== AIM OF THE TASK ==
Below are the entries. Transcribe exactly the lines from the one with "3px,809px 3px,839px 20px,868px" through the one with "3px,962px 3px,918px 38px,904px", ends included, and leave out all others.

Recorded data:
[Start of section]

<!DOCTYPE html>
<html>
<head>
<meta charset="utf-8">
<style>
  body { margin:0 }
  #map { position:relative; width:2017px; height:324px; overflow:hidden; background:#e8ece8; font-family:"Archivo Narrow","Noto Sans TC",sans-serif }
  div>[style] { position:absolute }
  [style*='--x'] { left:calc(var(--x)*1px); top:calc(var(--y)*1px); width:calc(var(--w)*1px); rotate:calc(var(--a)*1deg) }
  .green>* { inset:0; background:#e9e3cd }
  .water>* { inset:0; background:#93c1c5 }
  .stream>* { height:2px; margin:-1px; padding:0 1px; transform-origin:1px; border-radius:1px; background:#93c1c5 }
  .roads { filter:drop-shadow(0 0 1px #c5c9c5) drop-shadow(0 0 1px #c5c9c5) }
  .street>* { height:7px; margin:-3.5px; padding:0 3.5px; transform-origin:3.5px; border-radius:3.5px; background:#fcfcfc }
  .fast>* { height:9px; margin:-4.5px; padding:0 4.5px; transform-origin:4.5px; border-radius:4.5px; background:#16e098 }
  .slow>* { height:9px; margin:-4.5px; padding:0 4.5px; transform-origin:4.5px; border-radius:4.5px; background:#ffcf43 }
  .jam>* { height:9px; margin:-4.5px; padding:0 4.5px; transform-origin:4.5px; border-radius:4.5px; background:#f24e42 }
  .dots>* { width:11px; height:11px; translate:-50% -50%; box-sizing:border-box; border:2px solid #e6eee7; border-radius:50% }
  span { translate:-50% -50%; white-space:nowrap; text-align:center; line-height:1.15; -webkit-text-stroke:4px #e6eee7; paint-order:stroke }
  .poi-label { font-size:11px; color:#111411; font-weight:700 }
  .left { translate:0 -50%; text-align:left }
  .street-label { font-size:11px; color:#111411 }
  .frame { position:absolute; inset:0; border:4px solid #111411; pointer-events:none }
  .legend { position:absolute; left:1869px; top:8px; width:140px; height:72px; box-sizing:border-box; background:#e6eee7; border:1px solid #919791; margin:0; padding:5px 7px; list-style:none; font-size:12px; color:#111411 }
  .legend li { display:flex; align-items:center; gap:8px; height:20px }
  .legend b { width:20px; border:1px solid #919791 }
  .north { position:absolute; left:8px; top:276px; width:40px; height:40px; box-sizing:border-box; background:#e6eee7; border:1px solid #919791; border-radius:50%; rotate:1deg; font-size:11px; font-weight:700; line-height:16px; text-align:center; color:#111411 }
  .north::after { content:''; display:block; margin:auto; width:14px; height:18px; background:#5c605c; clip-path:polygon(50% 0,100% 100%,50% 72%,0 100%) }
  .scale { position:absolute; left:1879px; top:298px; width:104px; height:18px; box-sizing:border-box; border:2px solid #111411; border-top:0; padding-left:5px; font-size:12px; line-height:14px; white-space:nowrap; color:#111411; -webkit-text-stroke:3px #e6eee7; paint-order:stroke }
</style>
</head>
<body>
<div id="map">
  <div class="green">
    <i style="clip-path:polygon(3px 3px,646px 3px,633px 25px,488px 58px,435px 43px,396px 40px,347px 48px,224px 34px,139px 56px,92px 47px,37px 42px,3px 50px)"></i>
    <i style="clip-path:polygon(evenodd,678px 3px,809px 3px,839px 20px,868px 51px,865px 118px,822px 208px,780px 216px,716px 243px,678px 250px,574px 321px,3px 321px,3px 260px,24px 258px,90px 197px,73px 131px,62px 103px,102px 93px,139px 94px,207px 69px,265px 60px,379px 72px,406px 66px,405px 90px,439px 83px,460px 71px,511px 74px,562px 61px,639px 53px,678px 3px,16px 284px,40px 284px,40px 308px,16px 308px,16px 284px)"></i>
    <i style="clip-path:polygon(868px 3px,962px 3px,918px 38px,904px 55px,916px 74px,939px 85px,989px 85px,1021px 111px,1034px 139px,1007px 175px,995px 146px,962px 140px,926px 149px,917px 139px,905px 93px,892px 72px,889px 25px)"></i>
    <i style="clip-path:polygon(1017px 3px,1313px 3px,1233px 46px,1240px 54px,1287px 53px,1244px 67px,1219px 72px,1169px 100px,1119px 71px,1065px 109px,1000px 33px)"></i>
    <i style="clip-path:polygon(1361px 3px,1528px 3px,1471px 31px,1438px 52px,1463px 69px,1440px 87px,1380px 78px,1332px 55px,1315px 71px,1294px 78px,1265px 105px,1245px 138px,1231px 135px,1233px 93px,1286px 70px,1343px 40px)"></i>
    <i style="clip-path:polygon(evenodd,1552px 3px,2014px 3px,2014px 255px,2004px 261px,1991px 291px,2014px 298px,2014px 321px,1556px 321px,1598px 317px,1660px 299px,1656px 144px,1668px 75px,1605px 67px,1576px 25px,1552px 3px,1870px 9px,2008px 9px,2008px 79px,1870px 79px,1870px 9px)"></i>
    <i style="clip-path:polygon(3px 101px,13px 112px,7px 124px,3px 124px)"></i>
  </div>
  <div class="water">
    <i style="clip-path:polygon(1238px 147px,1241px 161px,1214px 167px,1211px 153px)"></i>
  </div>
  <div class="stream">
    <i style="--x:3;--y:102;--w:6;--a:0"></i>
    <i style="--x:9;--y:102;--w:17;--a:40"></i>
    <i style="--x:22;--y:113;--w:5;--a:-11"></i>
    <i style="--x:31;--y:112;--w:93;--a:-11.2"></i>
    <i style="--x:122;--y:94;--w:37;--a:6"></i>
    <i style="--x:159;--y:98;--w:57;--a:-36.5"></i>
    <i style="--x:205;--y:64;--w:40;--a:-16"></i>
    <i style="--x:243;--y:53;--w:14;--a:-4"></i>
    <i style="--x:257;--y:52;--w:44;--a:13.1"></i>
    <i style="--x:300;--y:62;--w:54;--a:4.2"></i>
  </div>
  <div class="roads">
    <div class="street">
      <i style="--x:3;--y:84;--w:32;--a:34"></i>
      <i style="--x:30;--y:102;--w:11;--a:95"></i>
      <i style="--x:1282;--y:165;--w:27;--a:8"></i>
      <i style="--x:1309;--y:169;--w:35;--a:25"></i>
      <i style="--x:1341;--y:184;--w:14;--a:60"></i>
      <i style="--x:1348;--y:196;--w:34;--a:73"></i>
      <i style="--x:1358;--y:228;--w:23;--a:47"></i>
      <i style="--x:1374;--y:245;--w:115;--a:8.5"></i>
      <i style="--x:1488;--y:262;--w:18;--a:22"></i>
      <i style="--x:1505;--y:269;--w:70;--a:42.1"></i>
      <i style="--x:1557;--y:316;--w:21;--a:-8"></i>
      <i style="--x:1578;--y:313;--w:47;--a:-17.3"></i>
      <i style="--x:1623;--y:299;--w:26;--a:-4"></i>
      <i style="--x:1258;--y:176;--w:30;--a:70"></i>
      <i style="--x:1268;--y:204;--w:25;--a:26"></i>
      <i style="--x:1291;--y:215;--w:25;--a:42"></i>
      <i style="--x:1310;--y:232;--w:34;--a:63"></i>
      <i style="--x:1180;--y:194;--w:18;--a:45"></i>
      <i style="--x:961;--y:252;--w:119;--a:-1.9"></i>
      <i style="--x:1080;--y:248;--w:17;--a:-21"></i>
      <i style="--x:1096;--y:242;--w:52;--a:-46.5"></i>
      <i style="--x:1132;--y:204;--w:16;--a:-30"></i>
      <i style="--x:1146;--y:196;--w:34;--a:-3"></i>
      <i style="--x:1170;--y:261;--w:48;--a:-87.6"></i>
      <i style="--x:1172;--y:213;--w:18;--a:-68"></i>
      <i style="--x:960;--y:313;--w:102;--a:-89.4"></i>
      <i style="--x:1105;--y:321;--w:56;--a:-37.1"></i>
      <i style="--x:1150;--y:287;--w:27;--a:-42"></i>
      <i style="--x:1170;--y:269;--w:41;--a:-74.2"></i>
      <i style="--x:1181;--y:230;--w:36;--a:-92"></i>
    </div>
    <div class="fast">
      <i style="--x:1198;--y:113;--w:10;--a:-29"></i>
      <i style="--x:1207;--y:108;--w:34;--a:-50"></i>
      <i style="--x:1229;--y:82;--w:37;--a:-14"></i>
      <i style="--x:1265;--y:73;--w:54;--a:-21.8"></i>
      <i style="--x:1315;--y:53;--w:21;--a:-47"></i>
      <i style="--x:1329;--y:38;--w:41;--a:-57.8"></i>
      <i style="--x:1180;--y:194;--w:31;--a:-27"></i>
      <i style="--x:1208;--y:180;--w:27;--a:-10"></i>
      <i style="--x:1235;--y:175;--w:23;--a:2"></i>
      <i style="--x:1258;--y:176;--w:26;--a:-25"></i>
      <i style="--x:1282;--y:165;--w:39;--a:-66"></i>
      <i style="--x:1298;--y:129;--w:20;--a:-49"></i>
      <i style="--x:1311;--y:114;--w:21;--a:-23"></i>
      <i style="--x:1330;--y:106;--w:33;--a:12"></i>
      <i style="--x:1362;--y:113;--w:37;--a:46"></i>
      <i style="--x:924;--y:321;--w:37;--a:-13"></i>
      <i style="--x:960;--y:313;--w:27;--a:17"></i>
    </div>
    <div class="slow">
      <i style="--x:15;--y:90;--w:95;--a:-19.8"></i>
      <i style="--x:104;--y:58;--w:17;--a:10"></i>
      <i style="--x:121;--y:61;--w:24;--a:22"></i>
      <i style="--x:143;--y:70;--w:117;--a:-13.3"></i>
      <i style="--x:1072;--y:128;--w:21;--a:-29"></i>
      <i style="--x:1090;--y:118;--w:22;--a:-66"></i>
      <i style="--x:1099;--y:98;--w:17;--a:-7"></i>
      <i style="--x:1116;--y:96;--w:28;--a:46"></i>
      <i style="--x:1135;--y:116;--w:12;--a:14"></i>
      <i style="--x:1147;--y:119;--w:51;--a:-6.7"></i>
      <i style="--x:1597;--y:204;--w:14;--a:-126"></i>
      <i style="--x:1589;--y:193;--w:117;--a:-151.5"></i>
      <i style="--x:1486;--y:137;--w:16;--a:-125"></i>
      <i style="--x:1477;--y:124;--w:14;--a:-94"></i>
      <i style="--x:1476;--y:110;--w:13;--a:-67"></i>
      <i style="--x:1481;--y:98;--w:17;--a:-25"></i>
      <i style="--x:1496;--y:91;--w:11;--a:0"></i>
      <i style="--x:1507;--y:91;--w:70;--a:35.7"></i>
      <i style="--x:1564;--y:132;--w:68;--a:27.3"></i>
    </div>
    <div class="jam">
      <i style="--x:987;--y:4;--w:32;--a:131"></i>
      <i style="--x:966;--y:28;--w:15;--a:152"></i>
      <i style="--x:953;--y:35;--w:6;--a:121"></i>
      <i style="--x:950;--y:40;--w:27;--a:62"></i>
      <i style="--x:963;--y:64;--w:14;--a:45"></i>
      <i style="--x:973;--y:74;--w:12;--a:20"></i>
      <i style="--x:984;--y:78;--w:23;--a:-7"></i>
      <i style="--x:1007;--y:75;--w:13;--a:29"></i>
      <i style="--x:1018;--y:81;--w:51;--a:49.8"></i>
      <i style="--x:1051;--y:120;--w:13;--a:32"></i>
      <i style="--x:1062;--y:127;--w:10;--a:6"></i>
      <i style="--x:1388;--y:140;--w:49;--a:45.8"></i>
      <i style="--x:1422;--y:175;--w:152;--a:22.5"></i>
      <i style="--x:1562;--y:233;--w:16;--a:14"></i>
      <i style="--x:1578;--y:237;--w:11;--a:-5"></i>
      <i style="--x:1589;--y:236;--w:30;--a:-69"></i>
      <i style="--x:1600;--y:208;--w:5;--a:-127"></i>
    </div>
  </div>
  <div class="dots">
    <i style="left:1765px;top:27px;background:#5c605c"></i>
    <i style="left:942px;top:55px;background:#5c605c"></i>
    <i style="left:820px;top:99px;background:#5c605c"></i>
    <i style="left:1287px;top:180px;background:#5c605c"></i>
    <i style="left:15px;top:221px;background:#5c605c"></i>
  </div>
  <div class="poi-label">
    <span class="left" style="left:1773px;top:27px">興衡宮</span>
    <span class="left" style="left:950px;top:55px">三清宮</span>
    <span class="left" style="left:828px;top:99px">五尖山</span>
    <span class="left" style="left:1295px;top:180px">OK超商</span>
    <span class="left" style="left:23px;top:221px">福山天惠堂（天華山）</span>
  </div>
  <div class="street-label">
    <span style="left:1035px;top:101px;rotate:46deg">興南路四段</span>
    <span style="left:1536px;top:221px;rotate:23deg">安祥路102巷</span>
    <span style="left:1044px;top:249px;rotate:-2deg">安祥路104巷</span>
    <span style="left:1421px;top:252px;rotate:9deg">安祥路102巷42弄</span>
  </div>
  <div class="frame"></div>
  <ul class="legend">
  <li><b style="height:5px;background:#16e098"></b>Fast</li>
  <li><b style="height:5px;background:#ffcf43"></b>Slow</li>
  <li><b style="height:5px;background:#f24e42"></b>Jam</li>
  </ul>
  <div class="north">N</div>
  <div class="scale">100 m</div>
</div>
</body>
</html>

[End of section]

== ANSWER ==
    <i style="clip-path:polygon(evenodd,678px 3px,809px 3px,839px 20px,868px 51px,865px 118px,822px 208px,780px 216px,716px 243px,678px 250px,574px 321px,3px 321px,3px 260px,24px 258px,90px 197px,73px 131px,62px 103px,102px 93px,139px 94px,207px 69px,265px 60px,379px 72px,406px 66px,405px 90px,439px 83px,460px 71px,511px 74px,562px 61px,639px 53px,678px 3px,16px 284px,40px 284px,40px 308px,16px 308px,16px 284px)"></i>
    <i style="clip-path:polygon(868px 3px,962px 3px,918px 38px,904px 55px,916px 74px,939px 85px,989px 85px,1021px 111px,1034px 139px,1007px 175px,995px 146px,962px 140px,926px 149px,917px 139px,905px 93px,892px 72px,889px 25px)"></i>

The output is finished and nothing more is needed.